• **Exercise objective**
Produce an exact transcription of the listing below, omitting the pictures.
** Opening Input block **
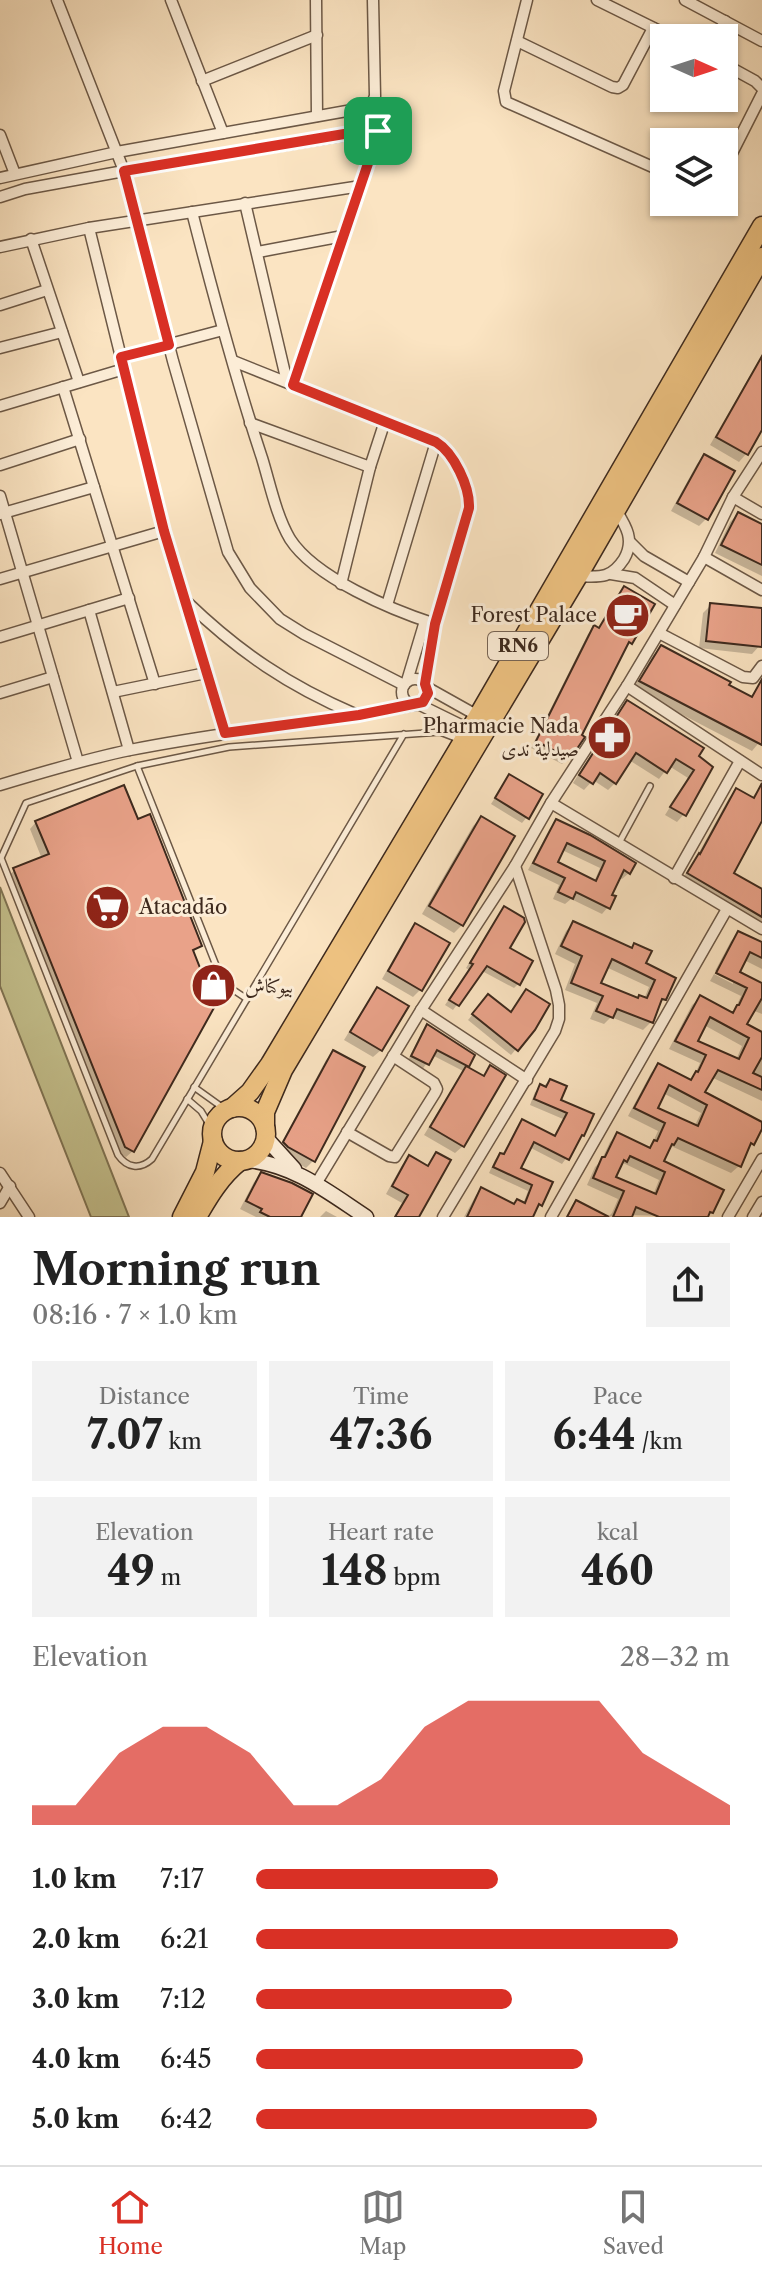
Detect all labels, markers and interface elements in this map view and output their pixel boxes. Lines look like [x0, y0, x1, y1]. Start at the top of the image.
north arrow [650, 24, 738, 112]
map controls [650, 24, 738, 216]
pin [344, 97, 412, 165]
icon: arrive [356, 109, 400, 153]
button: layers [650, 128, 738, 216]
cafe icon: Forest Palace [604, 591, 652, 639]
place label: Forest Palace [471, 603, 597, 627]
road number: RN6 [488, 632, 548, 660]
pharmacy icon: Pharmacie Nada صيدلية ندى [586, 713, 634, 761]
place label: Pharmacie Nada صيدلية ندى [423, 714, 579, 761]
supermarket icon: Atacadão [84, 883, 132, 931]
place label: Atacadão [138, 895, 227, 919]
shop icon: بيوكناش [190, 962, 238, 1010]
place label: بيوكناش [245, 974, 293, 999]
text: Morning run [32, 1242, 321, 1296]
button: share [646, 1243, 730, 1327]
text: 08:16 · 7 × 1.0 km [32, 1299, 238, 1331]
text: Distance [99, 1383, 190, 1410]
text: Time [353, 1383, 409, 1410]
text: Pace [593, 1383, 643, 1410]
text: 7.07 [87, 1410, 163, 1459]
text: 47:36 [330, 1410, 432, 1459]
text: 6:44 [553, 1410, 636, 1459]
text: km [163, 1428, 202, 1455]
text: /km [636, 1428, 683, 1455]
text: Elevation [95, 1519, 193, 1546]
text: Heart rate [328, 1519, 434, 1546]
text: kcal [597, 1519, 638, 1546]
text: 49 [107, 1546, 155, 1595]
text: 148 [321, 1546, 388, 1595]
text: 460 [581, 1546, 654, 1595]
text: m [155, 1564, 181, 1591]
text: bpm [388, 1564, 441, 1591]
text: Elevation [32, 1641, 148, 1673]
text: 28–32 m [620, 1641, 730, 1673]
text: 1.0 km [32, 1863, 117, 1895]
text: 7:17 [160, 1863, 204, 1895]
text: 2.0 km [32, 1923, 120, 1955]
text: 6:21 [160, 1923, 208, 1955]
text: 3.0 km [32, 1983, 120, 2015]
text: 7:12 [160, 1983, 206, 2015]
text: 4.0 km [32, 2043, 120, 2075]
text: 6:45 [160, 2043, 212, 2075]
text: 5.0 km [32, 2103, 119, 2135]
text: 6:42 [160, 2103, 213, 2135]
tab: Home [98, 2185, 163, 2260]
tab: Map [359, 2185, 406, 2260]
tab: Saved [603, 2185, 664, 2260]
** Closing Input block **
• **The answer**
Detect all labels, markers and interface elements in this map view and output their pixel boxes. Lines look like [x0, y0, x1, y1]. Start at the top of the image.
north arrow [650, 24, 738, 112]
map controls [650, 24, 738, 216]
pin [344, 97, 412, 165]
icon: arrive [356, 109, 400, 153]
button: layers [650, 128, 738, 216]
cafe icon: Forest Palace [604, 591, 652, 639]
place label: Forest Palace [471, 603, 597, 627]
road number: RN6 [488, 632, 548, 660]
pharmacy icon: Pharmacie Nada صيدلية ندى [586, 713, 634, 761]
place label: Pharmacie Nada صيدلية ندى [423, 714, 579, 761]
supermarket icon: Atacadão [84, 883, 132, 931]
place label: Atacadão [138, 895, 227, 919]
shop icon: بيوكناش [190, 962, 238, 1010]
place label: بيوكناش [245, 974, 293, 999]
text: Morning run [32, 1242, 321, 1296]
button: share [646, 1243, 730, 1327]
text: 08:16 · 7 × 1.0 km [32, 1299, 238, 1331]
text: Distance [99, 1383, 190, 1410]
text: Time [353, 1383, 409, 1410]
text: Pace [593, 1383, 643, 1410]
text: 7.07 [87, 1410, 163, 1459]
text: 47:36 [330, 1410, 432, 1459]
text: 6:44 [553, 1410, 636, 1459]
text: km [163, 1428, 202, 1455]
text: /km [636, 1428, 683, 1455]
text: Elevation [95, 1519, 193, 1546]
text: Heart rate [328, 1519, 434, 1546]
text: kcal [597, 1519, 638, 1546]
text: 49 [107, 1546, 155, 1595]
text: 148 [321, 1546, 388, 1595]
text: 460 [581, 1546, 654, 1595]
text: m [155, 1564, 181, 1591]
text: bpm [388, 1564, 441, 1591]
text: Elevation [32, 1641, 148, 1673]
text: 28–32 m [620, 1641, 730, 1673]
text: 1.0 km [32, 1863, 117, 1895]
text: 7:17 [160, 1863, 204, 1895]
text: 2.0 km [32, 1923, 120, 1955]
text: 6:21 [160, 1923, 208, 1955]
text: 3.0 km [32, 1983, 120, 2015]
text: 7:12 [160, 1983, 206, 2015]
text: 4.0 km [32, 2043, 120, 2075]
text: 6:45 [160, 2043, 212, 2075]
text: 5.0 km [32, 2103, 119, 2135]
text: 6:42 [160, 2103, 213, 2135]
tab: Home [98, 2185, 163, 2260]
tab: Map [359, 2185, 406, 2260]
tab: Saved [603, 2185, 664, 2260]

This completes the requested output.